Assisted driving in China
Based in China, we have been looking hard at the rise of automated vehicles as part of the race to dominate the domestic car market.
China is the biggest car market in the world, with over 21 million passenger vehicles sold in 2021. That’s around the same as the combined total sales in the United States, Europe, and Japan.
Electric cars have been taking an increasingly large slice out of the domestic Chinese market with Tesla, some start-ups, plus established carmakers joining in the scramble for market share. Where once battery range was the delineating factor that all competed on, now the competition is moving more towards assisted driving capabilities, we believe.
Chinese giant Baidu and car manufacturer Geely are two of those rushing to gamble on turning assisted driving into an everyday reality.
Just one year and three months since the start of the joint E venture that is controlled by Baidu and co-funded by Chinese carmaker Geely, the Jidu electric car project was officially launched Wednesday. At present, it is still a concept car but is around 90% of what buyers will get when it is available to buy in 2023 and will only cost approximately $30,000 in China, Jidu claim, compared to around $50,000 for the Tesla Model Y.
Jidu CEO Joe Xia called the vehicle ‘more of a robot than a car’ during a recent live-streamed event adding that they had used the concept to quickly prove their early-stage design and ideas. The vehicle, called Robo-01, has four seats and has substituted a dashboard for a long screen that extends across the front of the cabin. The CEO also said physical buttons had been deleted as the vehicle is voice-controlled.
The half-moon of a steering wheel can be folded away, enabling the ‘driver’ to have a completely clear vision ahead without any obstructions once full self-driving is legal in China. Baidu already has permission to use autonomous ride-hailing services within a 60-square-kilometer area of Beijing.
Jidu “can become the benchmark for self-driving cars,” CEO Xia claimed. But the company failed to provide detailed information about what level of assisted driving software will come with the car.

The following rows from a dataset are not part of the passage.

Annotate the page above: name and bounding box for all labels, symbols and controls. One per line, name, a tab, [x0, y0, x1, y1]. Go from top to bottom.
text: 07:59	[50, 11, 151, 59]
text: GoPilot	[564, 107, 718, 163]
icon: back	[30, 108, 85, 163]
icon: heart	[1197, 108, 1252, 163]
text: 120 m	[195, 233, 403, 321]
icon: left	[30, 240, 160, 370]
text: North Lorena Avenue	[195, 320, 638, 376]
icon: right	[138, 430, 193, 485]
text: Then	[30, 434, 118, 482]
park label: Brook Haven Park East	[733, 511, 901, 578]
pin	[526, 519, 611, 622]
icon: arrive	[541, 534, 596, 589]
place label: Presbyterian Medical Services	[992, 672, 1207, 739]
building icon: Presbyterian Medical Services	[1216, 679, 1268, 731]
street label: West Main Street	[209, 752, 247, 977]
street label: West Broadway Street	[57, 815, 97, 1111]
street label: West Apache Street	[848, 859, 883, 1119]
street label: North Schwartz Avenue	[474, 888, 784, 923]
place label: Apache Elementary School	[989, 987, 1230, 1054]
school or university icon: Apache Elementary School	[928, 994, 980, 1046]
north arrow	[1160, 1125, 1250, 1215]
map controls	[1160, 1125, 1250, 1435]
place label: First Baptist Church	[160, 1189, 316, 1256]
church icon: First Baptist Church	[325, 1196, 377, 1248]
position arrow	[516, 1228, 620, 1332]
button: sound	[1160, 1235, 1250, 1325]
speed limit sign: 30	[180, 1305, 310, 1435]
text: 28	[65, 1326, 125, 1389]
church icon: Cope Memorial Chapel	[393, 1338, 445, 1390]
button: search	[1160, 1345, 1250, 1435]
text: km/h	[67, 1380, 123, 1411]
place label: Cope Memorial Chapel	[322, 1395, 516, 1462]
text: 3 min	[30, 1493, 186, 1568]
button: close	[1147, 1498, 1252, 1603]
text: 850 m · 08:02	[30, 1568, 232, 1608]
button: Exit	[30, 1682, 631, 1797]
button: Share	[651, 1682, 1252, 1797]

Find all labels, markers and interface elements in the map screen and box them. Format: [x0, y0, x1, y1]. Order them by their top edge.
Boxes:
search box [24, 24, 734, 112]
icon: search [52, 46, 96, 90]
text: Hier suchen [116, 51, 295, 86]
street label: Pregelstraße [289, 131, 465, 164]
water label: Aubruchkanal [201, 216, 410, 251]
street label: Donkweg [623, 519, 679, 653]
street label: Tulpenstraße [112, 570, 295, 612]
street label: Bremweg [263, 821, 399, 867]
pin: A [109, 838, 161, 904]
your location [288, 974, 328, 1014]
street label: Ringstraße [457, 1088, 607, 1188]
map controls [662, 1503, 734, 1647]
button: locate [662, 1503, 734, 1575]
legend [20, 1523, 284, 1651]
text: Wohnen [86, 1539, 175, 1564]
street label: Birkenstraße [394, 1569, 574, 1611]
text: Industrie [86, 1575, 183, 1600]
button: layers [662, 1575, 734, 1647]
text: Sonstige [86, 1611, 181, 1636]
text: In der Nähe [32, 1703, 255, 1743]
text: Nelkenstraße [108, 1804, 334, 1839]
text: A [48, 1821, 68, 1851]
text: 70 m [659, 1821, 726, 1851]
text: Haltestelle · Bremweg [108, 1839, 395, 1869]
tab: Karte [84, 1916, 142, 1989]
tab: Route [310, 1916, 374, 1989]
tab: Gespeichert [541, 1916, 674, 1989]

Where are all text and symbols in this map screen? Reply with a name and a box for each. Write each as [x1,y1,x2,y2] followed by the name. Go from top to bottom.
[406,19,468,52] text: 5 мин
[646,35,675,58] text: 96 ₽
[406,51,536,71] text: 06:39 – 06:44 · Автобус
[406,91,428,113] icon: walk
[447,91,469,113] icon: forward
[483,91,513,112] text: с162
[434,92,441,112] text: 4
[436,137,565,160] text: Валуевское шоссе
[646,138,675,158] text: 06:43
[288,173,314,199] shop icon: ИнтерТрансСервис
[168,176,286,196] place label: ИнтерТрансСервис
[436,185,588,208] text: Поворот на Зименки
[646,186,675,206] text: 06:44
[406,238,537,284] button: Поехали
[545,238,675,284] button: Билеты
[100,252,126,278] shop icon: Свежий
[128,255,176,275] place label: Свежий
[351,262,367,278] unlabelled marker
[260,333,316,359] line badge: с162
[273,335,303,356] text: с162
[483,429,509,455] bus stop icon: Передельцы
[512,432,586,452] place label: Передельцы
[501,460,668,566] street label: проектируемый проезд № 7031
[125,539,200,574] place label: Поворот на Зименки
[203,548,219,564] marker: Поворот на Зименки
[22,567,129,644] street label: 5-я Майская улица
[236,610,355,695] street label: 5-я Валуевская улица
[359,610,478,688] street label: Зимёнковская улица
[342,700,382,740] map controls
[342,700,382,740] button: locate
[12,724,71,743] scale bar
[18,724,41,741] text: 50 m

Many electric cars, including Tesla and Nio, offer some tech-led driving assistance. For example, in late May, Chinese self-driving tech start-up WeRide said it received investment from German engineering company Bosch to make assisted driving software systems for mass production and delivery in 2023.
Customers are looking for two crucial features in intelligent vehicles, the first is autonomous driving, and the second is the so-called intelligent cabinet so they can interact with the car.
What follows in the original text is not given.